(TASK BRIEF):
Filter by the string "Södra": return the lines of the material that contain it.

(Beginning of RECORDS FOR THIS TASK)

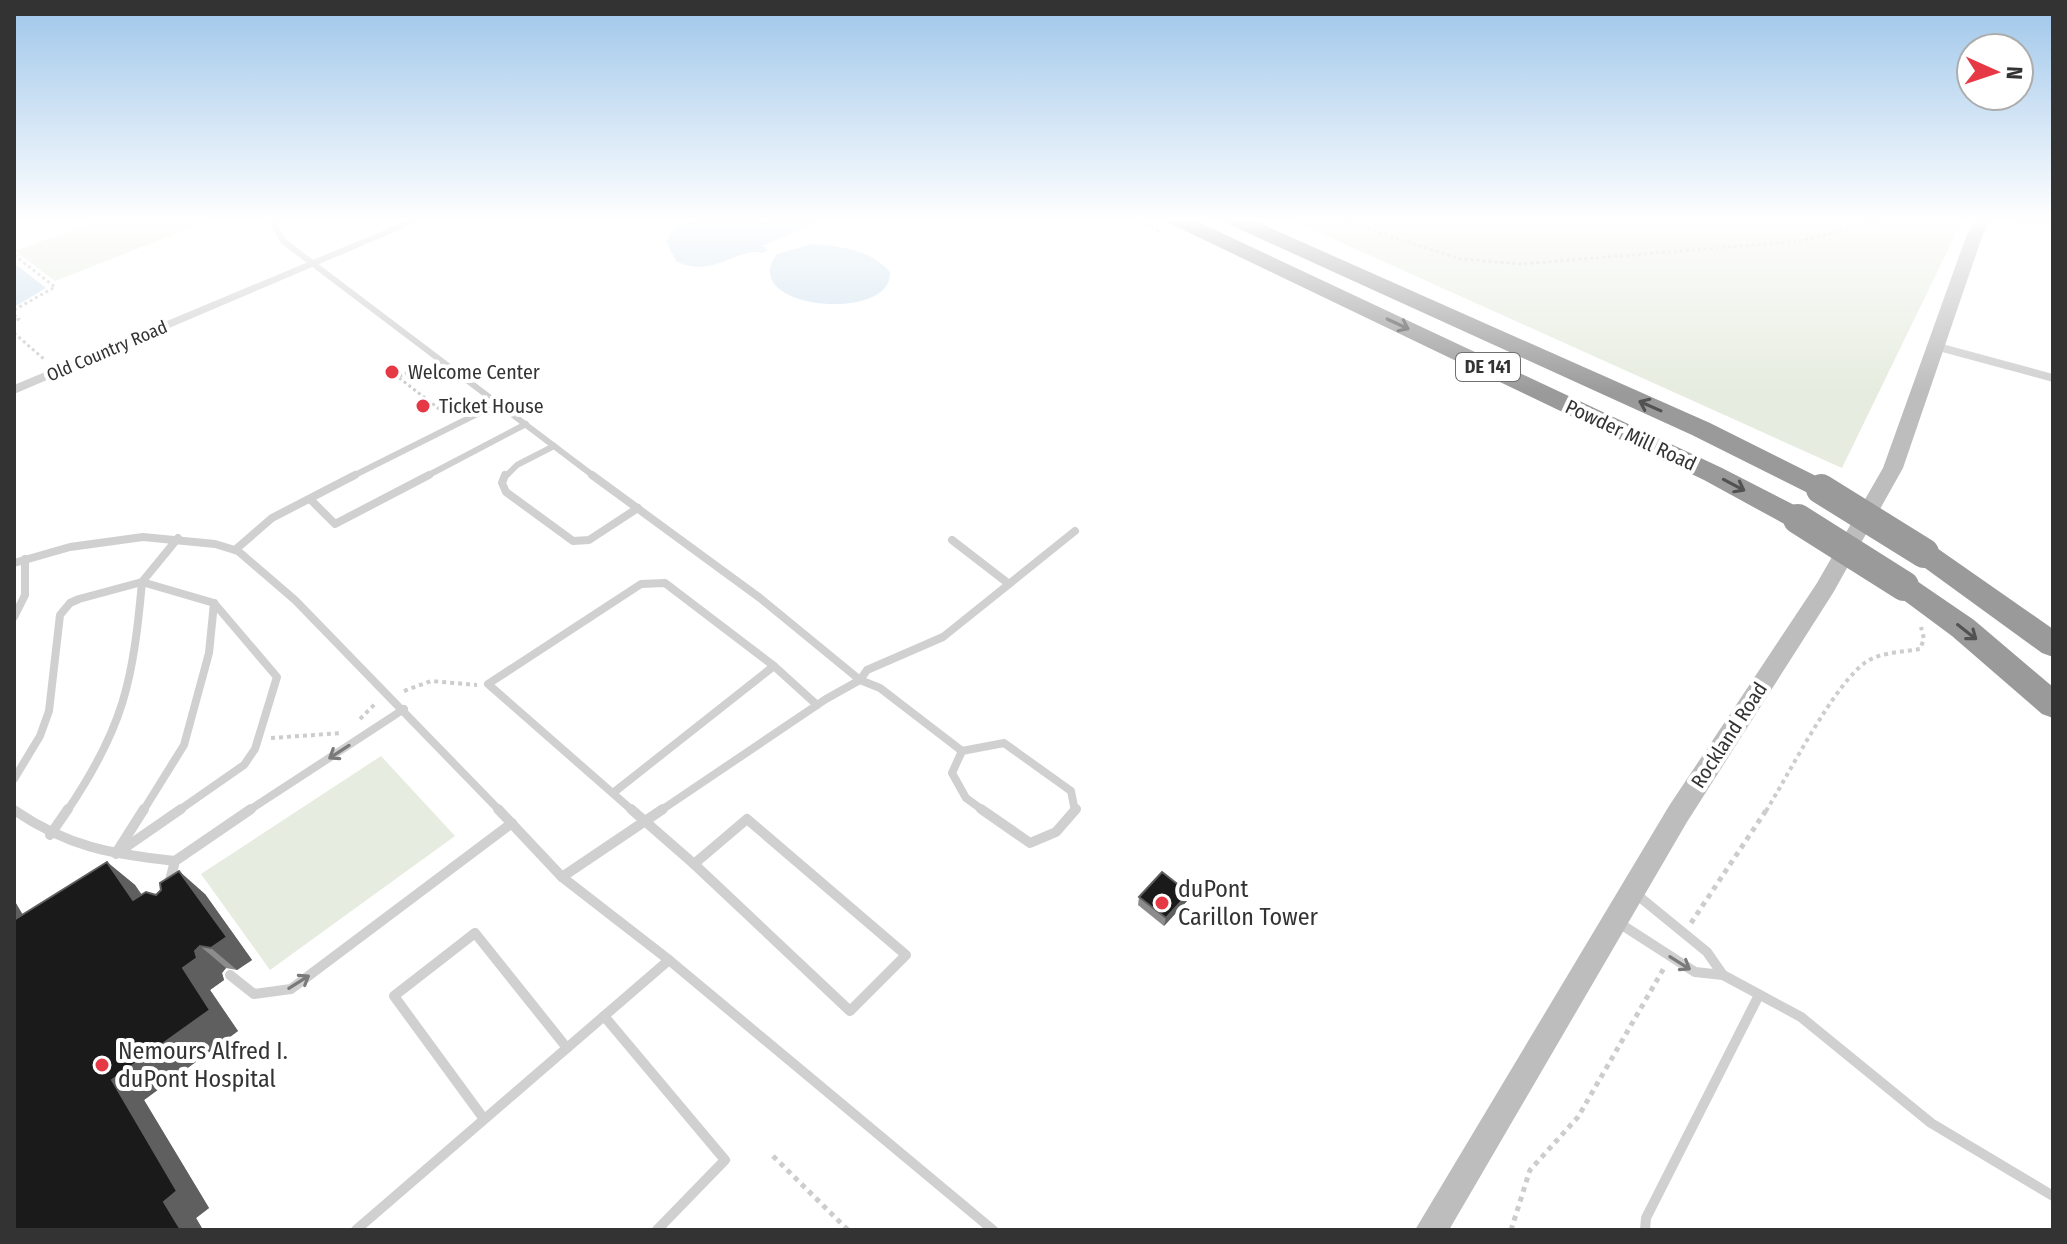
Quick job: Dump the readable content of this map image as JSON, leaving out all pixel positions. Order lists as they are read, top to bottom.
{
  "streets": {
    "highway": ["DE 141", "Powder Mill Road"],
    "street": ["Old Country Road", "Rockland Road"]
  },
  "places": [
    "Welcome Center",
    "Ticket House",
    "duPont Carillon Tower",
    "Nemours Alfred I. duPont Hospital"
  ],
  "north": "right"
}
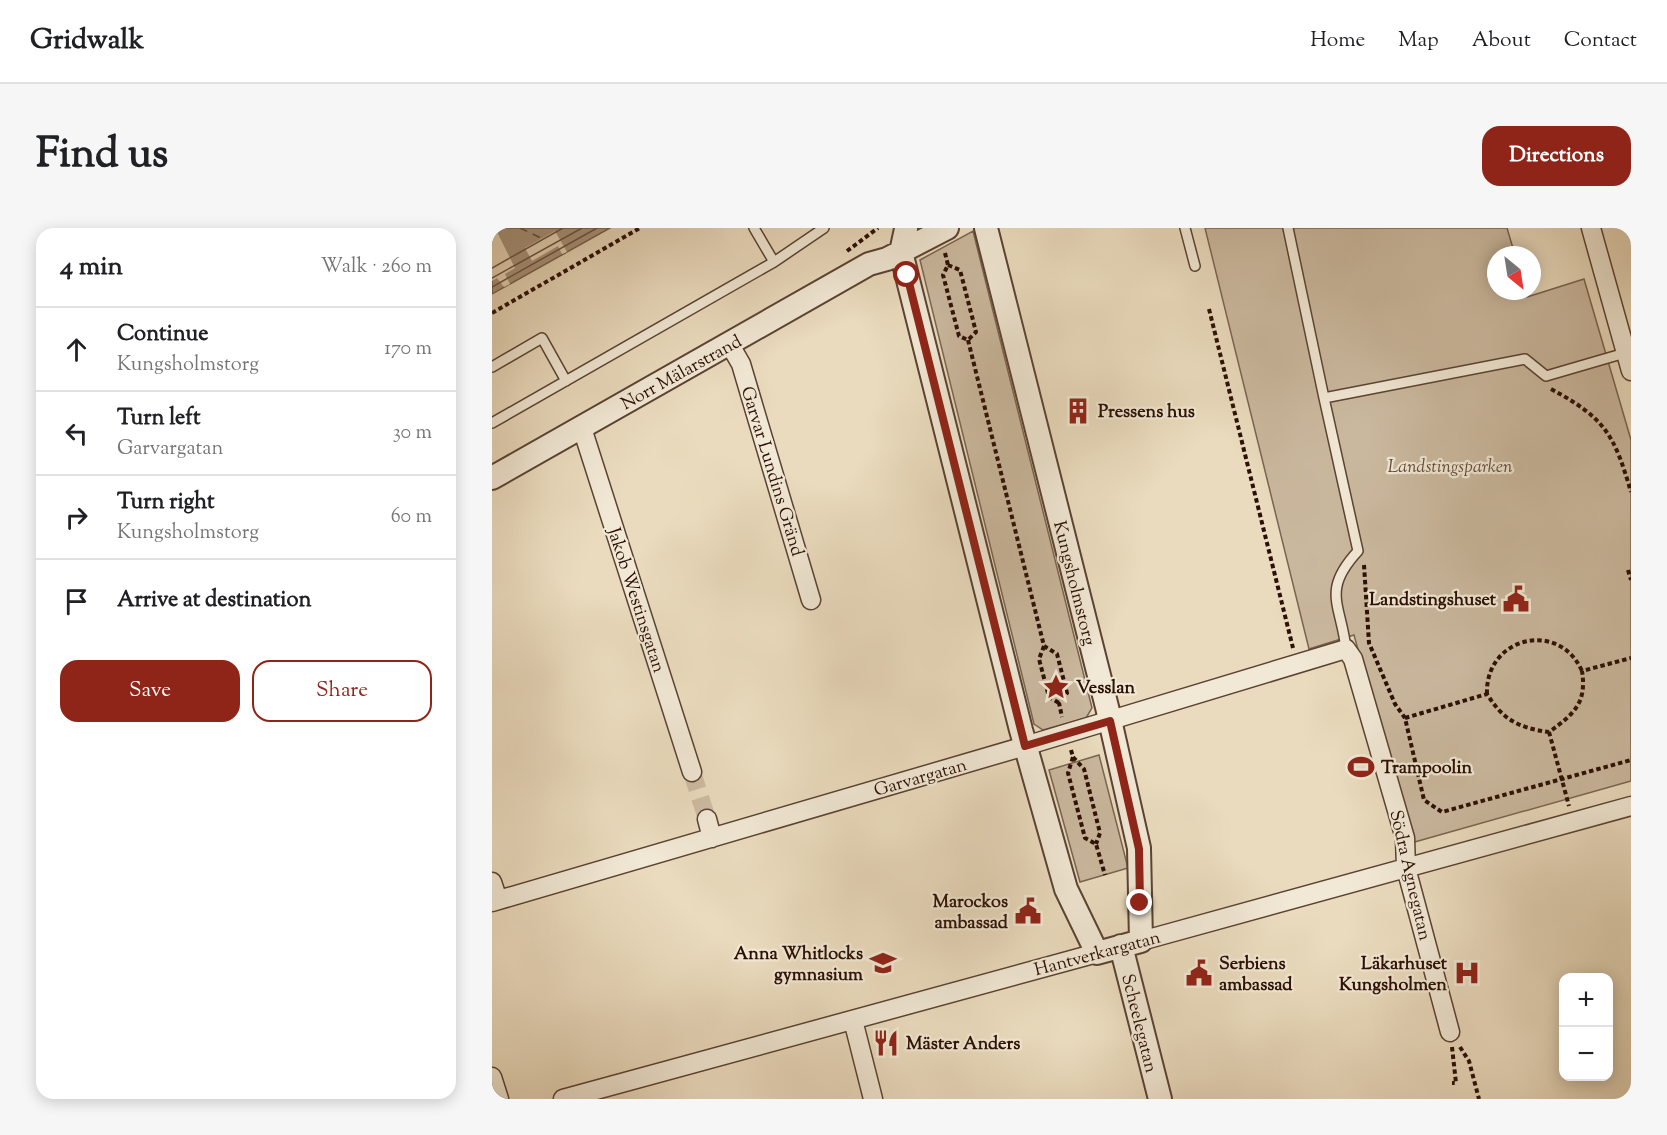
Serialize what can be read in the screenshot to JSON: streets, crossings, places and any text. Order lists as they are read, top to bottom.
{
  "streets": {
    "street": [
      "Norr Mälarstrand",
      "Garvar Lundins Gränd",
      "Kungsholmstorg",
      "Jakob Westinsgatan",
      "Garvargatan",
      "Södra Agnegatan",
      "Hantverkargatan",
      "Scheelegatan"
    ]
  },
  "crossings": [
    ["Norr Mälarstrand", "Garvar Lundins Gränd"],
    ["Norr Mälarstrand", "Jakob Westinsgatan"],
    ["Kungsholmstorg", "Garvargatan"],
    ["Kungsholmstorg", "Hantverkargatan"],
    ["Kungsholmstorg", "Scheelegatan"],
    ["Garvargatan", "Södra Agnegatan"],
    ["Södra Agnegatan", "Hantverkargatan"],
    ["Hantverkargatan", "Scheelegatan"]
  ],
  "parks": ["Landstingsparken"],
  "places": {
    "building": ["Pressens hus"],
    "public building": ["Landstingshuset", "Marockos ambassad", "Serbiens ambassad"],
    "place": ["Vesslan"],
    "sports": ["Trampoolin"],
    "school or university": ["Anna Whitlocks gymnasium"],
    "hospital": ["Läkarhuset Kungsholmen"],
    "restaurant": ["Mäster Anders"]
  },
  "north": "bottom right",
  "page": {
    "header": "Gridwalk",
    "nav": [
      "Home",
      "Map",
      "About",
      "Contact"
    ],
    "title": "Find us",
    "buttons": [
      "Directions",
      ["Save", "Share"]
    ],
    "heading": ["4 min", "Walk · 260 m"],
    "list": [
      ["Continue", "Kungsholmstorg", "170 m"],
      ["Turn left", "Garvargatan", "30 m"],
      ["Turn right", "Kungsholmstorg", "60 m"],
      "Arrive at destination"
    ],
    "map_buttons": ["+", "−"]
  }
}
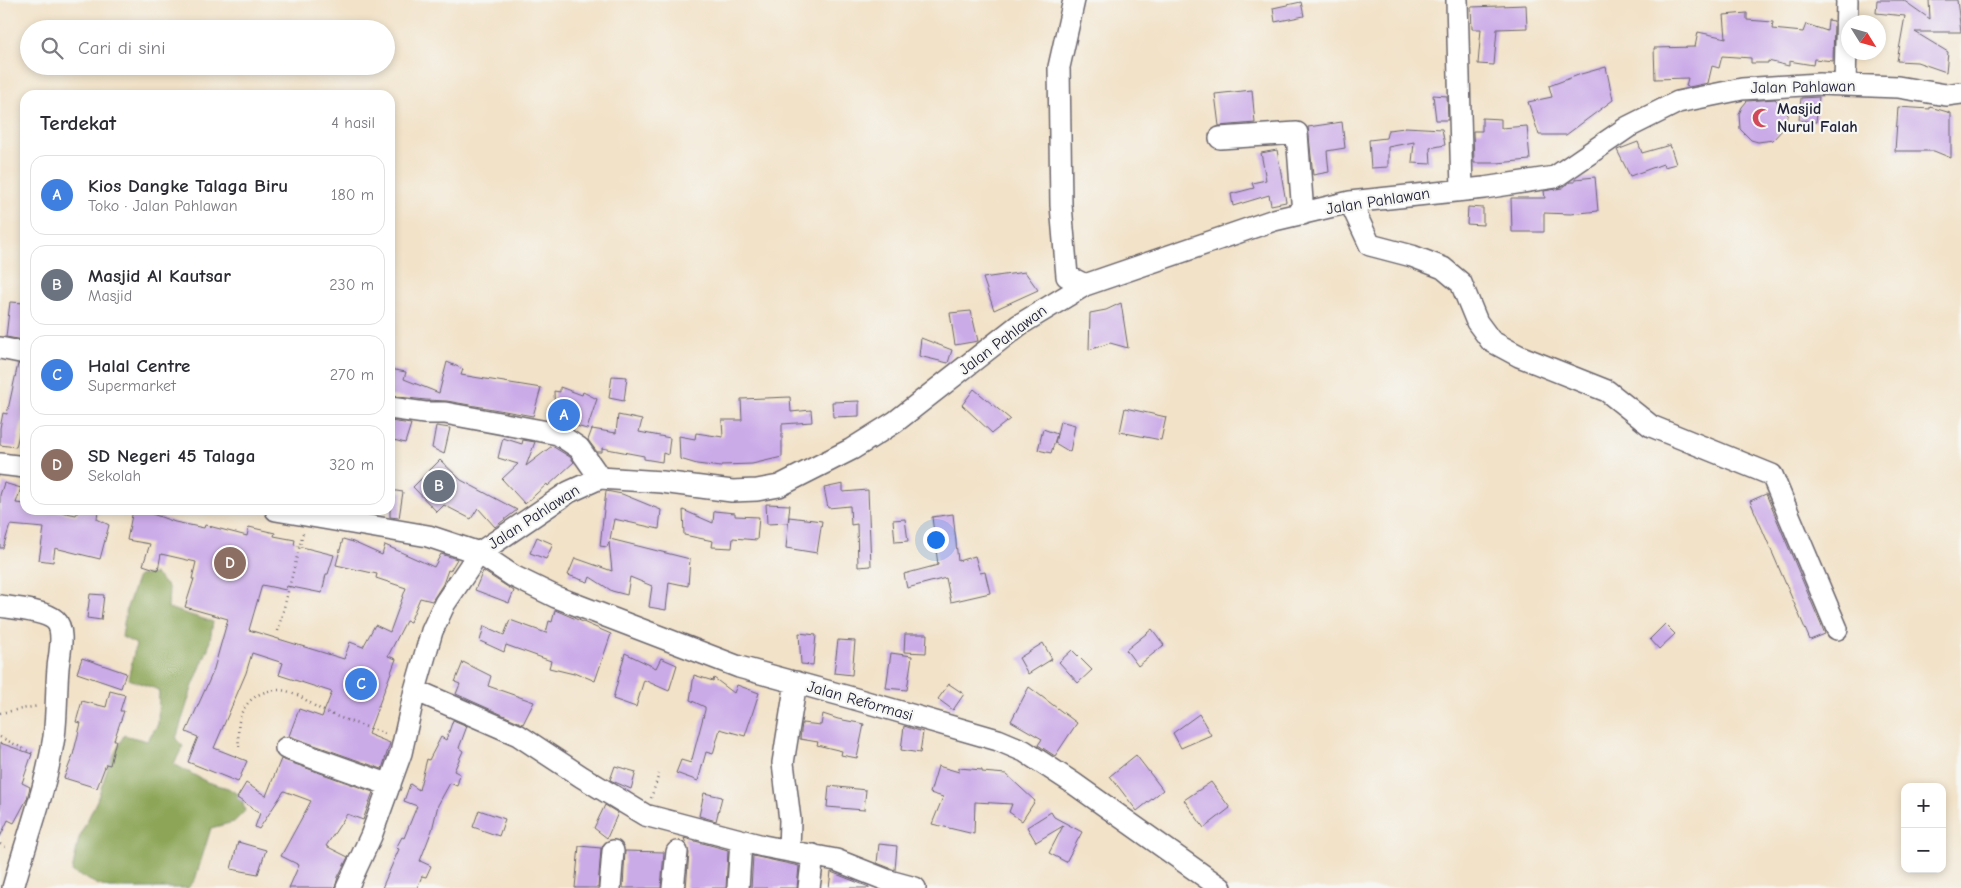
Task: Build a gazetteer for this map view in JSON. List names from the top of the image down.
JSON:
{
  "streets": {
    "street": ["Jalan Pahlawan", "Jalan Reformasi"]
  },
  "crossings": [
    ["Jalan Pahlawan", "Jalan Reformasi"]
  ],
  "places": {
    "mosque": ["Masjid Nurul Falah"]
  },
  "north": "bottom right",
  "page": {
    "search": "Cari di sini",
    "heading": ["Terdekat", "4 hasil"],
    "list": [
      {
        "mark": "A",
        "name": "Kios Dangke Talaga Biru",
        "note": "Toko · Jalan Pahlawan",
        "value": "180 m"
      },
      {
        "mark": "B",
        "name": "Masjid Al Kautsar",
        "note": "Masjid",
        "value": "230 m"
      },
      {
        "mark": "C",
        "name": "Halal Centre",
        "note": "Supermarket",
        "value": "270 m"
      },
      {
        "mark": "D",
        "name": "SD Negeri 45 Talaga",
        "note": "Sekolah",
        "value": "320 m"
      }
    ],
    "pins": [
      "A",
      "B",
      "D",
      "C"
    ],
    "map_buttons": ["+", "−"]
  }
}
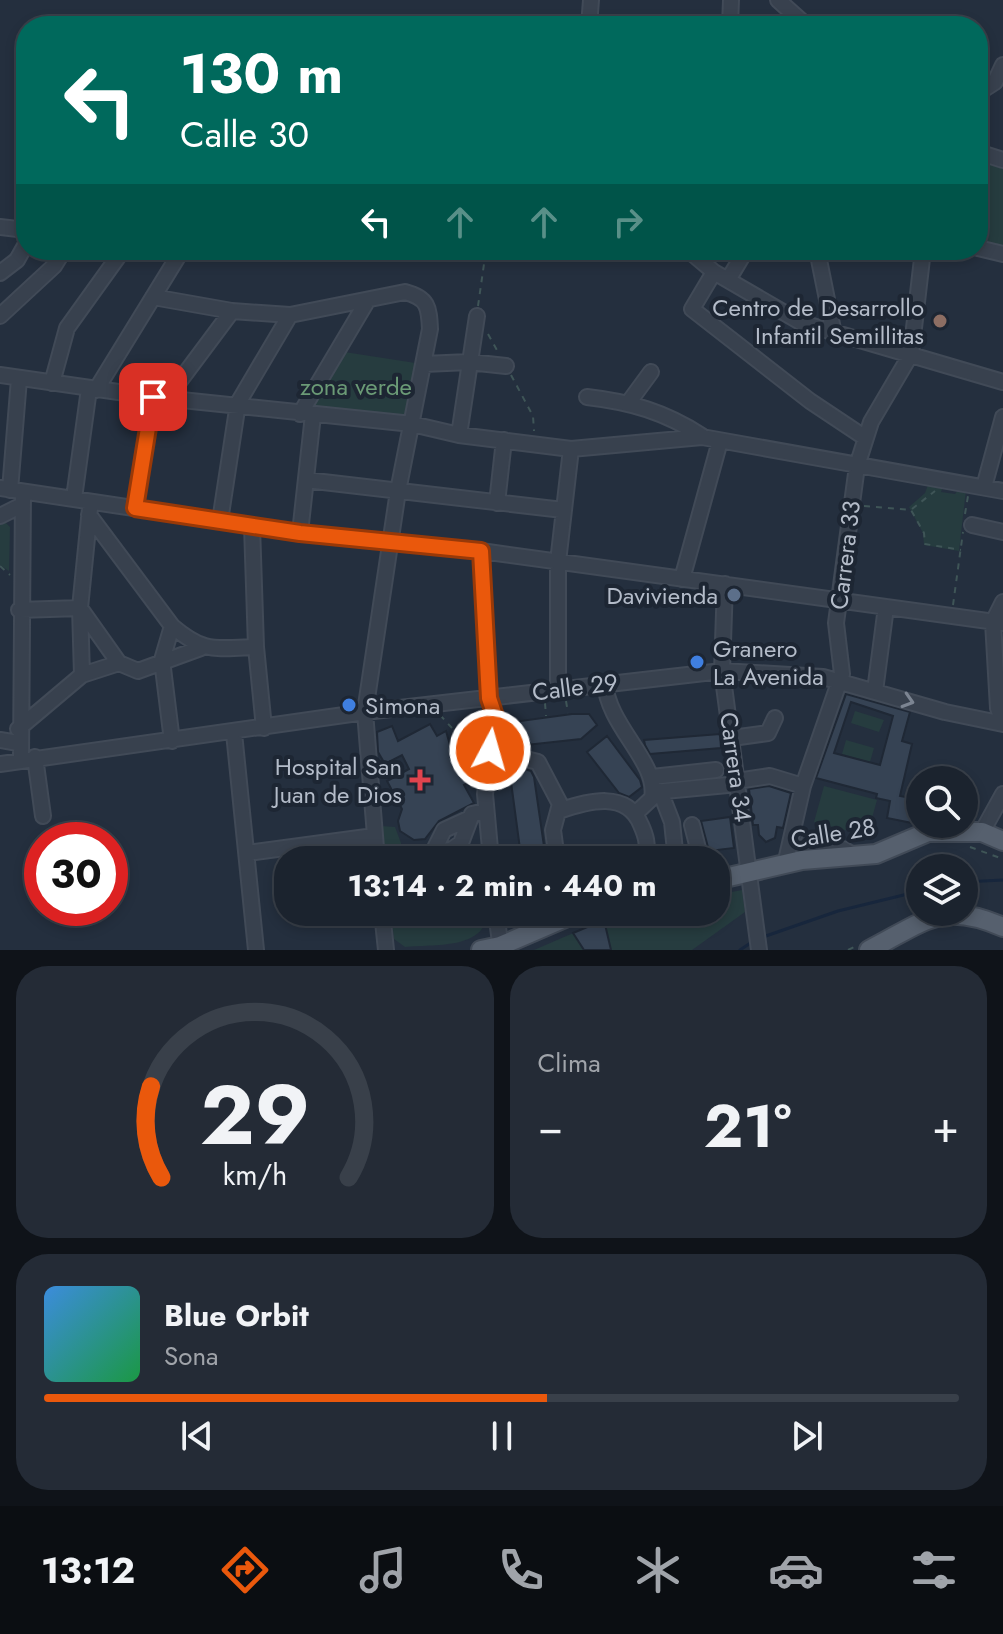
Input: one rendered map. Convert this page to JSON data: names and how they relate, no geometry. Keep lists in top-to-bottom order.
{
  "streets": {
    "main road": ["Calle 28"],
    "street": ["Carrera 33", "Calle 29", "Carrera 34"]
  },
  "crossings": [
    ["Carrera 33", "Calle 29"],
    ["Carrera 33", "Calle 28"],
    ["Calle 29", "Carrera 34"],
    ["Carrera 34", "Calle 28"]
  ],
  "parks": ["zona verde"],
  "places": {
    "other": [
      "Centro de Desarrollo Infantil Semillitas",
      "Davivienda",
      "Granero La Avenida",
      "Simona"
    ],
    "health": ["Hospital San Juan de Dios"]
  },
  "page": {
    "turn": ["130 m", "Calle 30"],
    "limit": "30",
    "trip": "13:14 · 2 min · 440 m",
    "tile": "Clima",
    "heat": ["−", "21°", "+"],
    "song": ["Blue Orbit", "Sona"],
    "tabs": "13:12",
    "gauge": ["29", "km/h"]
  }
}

(End of RECORDS FOR THIS TASK)

(PROBLEM SOLUTION):
      "Södra Agnegatan",
    ["Garvargatan", "Södra Agnegatan"],
    ["Södra Agnegatan", "Hantverkargatan"],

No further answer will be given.